> **Task directions**: Which lines below contain "this"? Copy every one of them.

--- START ---

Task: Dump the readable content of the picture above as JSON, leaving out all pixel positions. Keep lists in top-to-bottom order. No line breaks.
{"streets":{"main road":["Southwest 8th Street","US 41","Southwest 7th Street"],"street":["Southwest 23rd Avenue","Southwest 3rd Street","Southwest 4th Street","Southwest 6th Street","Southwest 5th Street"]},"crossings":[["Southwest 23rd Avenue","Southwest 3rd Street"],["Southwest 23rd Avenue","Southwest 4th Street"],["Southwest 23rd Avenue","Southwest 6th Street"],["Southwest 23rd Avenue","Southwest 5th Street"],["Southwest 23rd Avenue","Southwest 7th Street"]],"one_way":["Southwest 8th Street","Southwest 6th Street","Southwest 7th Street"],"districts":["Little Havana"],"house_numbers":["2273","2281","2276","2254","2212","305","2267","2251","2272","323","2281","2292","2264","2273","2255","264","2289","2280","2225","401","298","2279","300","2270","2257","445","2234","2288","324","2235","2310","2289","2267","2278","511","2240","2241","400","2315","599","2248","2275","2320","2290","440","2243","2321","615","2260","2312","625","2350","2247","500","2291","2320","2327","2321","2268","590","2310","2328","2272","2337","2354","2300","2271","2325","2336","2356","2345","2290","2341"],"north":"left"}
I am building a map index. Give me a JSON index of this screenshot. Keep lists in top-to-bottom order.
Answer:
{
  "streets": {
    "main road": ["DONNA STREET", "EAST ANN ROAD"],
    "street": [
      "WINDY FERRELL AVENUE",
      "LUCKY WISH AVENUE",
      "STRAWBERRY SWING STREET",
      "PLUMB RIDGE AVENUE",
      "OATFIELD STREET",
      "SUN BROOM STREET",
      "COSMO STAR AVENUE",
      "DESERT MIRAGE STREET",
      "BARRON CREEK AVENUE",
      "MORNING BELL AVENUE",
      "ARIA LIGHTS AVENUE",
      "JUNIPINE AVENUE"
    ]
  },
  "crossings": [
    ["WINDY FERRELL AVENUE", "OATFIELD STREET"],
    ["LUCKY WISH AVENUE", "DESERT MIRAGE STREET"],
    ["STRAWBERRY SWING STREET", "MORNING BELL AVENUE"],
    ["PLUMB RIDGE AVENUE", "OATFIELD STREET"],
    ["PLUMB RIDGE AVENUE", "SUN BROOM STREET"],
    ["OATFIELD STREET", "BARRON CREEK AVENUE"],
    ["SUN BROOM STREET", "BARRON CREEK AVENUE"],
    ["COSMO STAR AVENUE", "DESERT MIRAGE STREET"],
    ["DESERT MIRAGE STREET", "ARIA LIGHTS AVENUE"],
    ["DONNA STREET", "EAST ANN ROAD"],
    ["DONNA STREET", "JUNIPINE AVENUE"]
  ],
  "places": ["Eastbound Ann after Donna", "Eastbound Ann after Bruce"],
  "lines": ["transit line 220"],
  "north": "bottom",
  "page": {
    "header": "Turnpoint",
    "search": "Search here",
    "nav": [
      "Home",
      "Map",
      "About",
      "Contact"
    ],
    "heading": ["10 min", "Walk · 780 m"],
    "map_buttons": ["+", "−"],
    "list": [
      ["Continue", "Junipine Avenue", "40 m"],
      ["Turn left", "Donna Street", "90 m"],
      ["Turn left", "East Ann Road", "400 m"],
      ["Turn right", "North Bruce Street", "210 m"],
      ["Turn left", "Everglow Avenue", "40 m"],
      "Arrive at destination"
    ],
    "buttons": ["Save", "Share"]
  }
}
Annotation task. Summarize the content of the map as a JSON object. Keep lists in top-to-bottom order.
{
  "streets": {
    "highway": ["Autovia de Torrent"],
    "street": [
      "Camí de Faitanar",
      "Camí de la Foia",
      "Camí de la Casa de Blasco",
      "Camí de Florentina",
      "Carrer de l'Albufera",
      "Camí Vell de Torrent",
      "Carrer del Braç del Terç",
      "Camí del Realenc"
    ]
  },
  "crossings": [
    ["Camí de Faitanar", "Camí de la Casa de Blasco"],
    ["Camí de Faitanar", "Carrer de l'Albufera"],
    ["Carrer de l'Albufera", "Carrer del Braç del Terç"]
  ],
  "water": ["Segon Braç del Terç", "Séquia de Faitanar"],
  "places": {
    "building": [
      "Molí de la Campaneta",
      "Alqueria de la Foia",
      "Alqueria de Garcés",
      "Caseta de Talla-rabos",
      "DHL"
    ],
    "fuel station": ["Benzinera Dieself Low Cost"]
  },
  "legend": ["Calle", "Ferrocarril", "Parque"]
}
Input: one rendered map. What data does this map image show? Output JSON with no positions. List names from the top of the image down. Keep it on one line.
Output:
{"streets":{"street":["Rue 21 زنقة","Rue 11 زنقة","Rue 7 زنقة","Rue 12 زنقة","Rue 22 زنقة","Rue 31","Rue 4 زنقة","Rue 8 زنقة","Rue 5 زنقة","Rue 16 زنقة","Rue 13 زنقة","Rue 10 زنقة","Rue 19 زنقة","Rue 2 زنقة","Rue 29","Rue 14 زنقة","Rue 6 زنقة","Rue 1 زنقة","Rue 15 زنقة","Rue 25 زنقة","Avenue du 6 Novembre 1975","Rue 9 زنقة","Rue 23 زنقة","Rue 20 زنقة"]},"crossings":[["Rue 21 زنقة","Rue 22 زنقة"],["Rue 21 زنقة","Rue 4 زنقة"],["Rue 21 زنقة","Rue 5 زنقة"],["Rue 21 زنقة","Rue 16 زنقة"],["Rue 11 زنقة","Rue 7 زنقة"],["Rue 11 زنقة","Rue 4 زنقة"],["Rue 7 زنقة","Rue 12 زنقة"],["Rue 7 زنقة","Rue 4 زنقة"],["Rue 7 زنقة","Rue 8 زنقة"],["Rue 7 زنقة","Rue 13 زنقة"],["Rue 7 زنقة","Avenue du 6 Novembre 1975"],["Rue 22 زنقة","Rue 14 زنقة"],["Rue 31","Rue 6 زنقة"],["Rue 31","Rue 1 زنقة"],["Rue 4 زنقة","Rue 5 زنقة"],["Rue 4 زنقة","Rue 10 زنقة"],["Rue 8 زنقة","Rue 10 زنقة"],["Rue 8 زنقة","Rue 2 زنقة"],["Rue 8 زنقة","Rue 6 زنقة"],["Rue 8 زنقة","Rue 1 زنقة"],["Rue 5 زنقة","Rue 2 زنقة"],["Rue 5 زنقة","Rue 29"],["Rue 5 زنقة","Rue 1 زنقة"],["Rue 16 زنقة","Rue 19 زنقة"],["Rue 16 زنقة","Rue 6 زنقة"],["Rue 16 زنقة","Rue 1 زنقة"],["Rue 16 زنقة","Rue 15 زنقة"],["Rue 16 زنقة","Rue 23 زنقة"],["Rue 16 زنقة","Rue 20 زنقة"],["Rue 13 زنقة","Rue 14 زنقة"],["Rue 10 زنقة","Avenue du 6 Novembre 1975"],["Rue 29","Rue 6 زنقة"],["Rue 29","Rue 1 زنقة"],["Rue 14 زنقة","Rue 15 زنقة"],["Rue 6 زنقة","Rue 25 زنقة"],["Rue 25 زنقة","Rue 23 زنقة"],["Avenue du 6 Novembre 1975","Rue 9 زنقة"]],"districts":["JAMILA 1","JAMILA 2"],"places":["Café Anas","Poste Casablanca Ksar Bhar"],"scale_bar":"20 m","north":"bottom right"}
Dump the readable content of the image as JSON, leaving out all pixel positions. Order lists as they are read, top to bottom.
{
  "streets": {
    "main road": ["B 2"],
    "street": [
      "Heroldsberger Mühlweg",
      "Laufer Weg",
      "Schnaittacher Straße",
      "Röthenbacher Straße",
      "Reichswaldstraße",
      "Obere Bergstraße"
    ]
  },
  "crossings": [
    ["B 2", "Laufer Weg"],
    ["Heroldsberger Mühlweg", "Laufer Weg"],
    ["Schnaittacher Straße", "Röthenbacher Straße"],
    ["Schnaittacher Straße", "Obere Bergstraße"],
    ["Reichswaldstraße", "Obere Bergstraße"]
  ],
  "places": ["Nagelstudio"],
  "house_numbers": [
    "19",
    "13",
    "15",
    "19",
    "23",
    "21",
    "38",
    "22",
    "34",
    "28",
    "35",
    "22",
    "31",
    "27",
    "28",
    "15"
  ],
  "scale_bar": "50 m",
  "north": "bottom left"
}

--- END ---

> **Solution to the exercise**:
I am building a map index. Give me a JSON index of this screenshot. Keep lists in top-to-bottom order.
Input: one rendered map. What data does this map image show? Output JSON with no positions. List names from the top of the image down. Keep it on one line.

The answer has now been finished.